Başlıklarda iyi değilim biliyorsun...

18 Sept 2016, 4:22:31

Merhaba!!!
Bu selamın bende farklı bir yeri var, bilip bilmediğinden pek emin değilim, ama olsun.
Bu sözlerim sana, sadece sana olacak.
Uzun zamandır sana, uzakmışız gibi hissediyorum diyordum ya hani, burda bir kez daha onu söyleyeceğim.
Hayır, hayır. Öyle yapma.
Burada neden öyle hissettiğimi açıklayacağım.
Sen her ne kadar 'Hayıırr!' desen de aslında biraz öyle olduğunun farkındasın.
Sadece kabul etmek istemiyorsun sanırım.
Ama biliyorsun ki, bazı şeyleri kabul etmen gerek.
Aynı yer çekimi ivmesini 10N olarak kabul ettiğin gibi.
Bana pis sayısalcı, fizikten örnekler veriyorsun diyebilirsin.
Ama benim ne kadar sayısalcı, ne kadar eşit ağırlıkçı, ne kadar sözelci, ne kadar da dilci olduğumu en iyi sen bilirsin...
Bak, gördün mü? Konudan sapıyorum yine.
Sadede geliyorum..
Uzaklaştık diyordum. Çünkü öyle...
Let me explain.
Bilirsin ki ben öyle çok kolay bir insan değilimdir.
Bu zorluğun sebebi tabi ki de benim. Bunu biliyorum.
Kimseyi kolay kolay öylece hayatıma almıyorum.
Beni en iyi sen bilirsin.
Çünkü daha önce kimseye izin vermedim ki beni senin kadar tanıması için.
Tabi burada senin mütiş ötesi gözlem yeteneğinin de büyük bir payı olabilir ama konumuz bu değil.
Senin sınıf değiştirmenden sonra oldu sanırım olanlar.
Zaten yalnız olduğum sınıfta – sen hariç tabi ki – sen gidince iyice küçüldüm, daha da yalnız oldum.
İnsan ilişkilerim zaten zayıftı. Şimdi sadece mecburiyetten yapar haldeyim.
Sessiz sedasız ağladığım, sadece sıramızın bildiği sessiz çığlıklarım oldu benim.
Bunları yazarken şuan bozağım düğümlenmiş, o günlerimi düşünüp ağlıyor olabilirim.

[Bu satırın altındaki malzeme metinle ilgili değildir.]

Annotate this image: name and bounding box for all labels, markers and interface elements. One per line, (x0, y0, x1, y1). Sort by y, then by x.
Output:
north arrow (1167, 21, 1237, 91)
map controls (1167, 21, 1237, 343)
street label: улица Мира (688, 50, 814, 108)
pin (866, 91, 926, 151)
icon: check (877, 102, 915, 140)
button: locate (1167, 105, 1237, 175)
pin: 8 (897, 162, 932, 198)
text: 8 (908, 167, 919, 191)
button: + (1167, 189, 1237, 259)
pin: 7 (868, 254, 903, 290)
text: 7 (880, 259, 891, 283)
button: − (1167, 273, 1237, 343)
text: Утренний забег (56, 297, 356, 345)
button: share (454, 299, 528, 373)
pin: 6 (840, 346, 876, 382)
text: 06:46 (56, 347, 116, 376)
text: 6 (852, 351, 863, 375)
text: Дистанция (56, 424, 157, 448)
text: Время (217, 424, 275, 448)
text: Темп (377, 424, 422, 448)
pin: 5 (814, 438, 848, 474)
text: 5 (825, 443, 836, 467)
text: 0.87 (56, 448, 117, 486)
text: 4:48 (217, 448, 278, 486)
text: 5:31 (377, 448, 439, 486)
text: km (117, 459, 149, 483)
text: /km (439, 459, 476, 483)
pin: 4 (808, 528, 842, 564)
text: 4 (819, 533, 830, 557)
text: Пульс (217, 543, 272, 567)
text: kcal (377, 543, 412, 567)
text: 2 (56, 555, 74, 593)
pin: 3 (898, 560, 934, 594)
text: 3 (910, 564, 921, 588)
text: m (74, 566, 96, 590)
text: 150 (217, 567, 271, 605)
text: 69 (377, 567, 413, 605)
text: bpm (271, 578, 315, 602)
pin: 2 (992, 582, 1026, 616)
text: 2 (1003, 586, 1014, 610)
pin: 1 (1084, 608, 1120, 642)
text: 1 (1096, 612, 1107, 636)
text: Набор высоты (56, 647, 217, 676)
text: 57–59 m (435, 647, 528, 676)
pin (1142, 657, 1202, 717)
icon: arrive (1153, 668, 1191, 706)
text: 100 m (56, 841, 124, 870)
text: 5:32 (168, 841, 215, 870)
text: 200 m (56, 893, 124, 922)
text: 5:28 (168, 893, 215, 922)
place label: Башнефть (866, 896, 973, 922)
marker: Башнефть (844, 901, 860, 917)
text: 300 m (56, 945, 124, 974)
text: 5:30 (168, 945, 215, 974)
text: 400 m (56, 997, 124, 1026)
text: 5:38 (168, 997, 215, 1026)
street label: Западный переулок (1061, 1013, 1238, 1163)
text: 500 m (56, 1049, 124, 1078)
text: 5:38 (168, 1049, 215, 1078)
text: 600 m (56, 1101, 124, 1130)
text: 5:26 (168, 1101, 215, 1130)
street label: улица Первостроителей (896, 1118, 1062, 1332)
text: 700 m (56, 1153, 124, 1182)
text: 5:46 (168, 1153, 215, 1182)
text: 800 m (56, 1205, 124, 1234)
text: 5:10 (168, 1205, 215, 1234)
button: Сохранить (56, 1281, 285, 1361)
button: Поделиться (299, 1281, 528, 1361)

Ama sen yapma!
Hiçbir zaman gelip sana neler olduğunu açık açık anlatamadım. Bazen sen görünce zaten anlarsın dedim. Ama sonra vazgeçip o çok kullanımlık sahte maskelerimden geçirdim yüzüme. Kendimi bile kandırdım.
Dışlanmak çok üzmedi beni. En çok üzüldüğüm senin yanımda olmamaındı aslında.
Bunları şimdi vicdan azabı çek falan diye de söylemiyorum hani. Sadece söylemek istediğim için.
Ben uzaklaştık derken neler hissediyordum gör diye.
Bazen geçmişte çok mu takılı kalıyorum diye düşünmeden edemiyorum.
Çok mutlu bir geçmişim yoktu sonuçta ve orada takılı kalmak bugünümü darmadağın ediyor, farkındayım.
Bütün bunları yazıyor oluşumun bir sebebi de bu sanırım. Anlatırsam geçer diye.. Kurtulurum belki diye...
Görüyorsun ya, bir türlü doğru noktaya erişemiyorum. Hep konunun etrafındayım ama hiç ‘tam da üstüne’ basamıyorum.
Sen insanlara kolay güveniyorsun (yani dört yılın sonunda belki insanlara olan güvenin biraz sarsılmış, pişmanlıklar yaşamış olsan da, bana göre hala daha kolay güveniyorsun insanlara). Arkadaşlık kurmak çok da zor olmuyor sanırım senin için. Gerçi burda oturup rahat rahat kouşuyormuşum gibi olsun istemem ama dediğim gibi benim gözümde bu böyleydi. Sen hep kendine arkadaş edinebiliyorsun.
Sorun senin arkadaş edinebiliyor oluşun değil. Benim edinemiyor oluşum.
Sen, her yeni insanla benden daha da uzaklaşıyormuşsun gibi.
Burada olduğunda ben olamıyorum, ben geldiğimde sen yoksun.
Belki bir kez olsun seni görmek, o saçma sapan konulardan konuşmak beni biraz olsun rahatlatacak.
Ama sen hep çok meşgulsün.
Tamam. Şu an sana çok pis sitem ediyormuşum gibi oldu. Kabul ama amacım sitem etmek değil.
Çünkü benim sitem edişim ne değiştirecek ki??
Pişmanlıkların ve ağlamanın hiçbir şeyi değiştirmediği gibi.
Eh, çok iç karartıcı oldum. Konuyu dağıtmadan önce sana birkaç bir şey daha söylemek istiyorum.
(bu arada tam şuan ‘count on you’ çalmaya başladı... ne kadar da manidar.. :) )
TEŞEKKÜR EDERİM!!!BANA KATTIKLARIN İÇİN! Eski ben olsa belki yaptıklarının ardından binlerce kez düşünür, keşke keşke diye ortalıkta dolanırdı. Pişmanlıklarım sıfıra yakın sanırım. (Kimselere söyleme nazar değer diye korkuyorum.:( ) izin verirsen buraya bir şarkıyla giricem...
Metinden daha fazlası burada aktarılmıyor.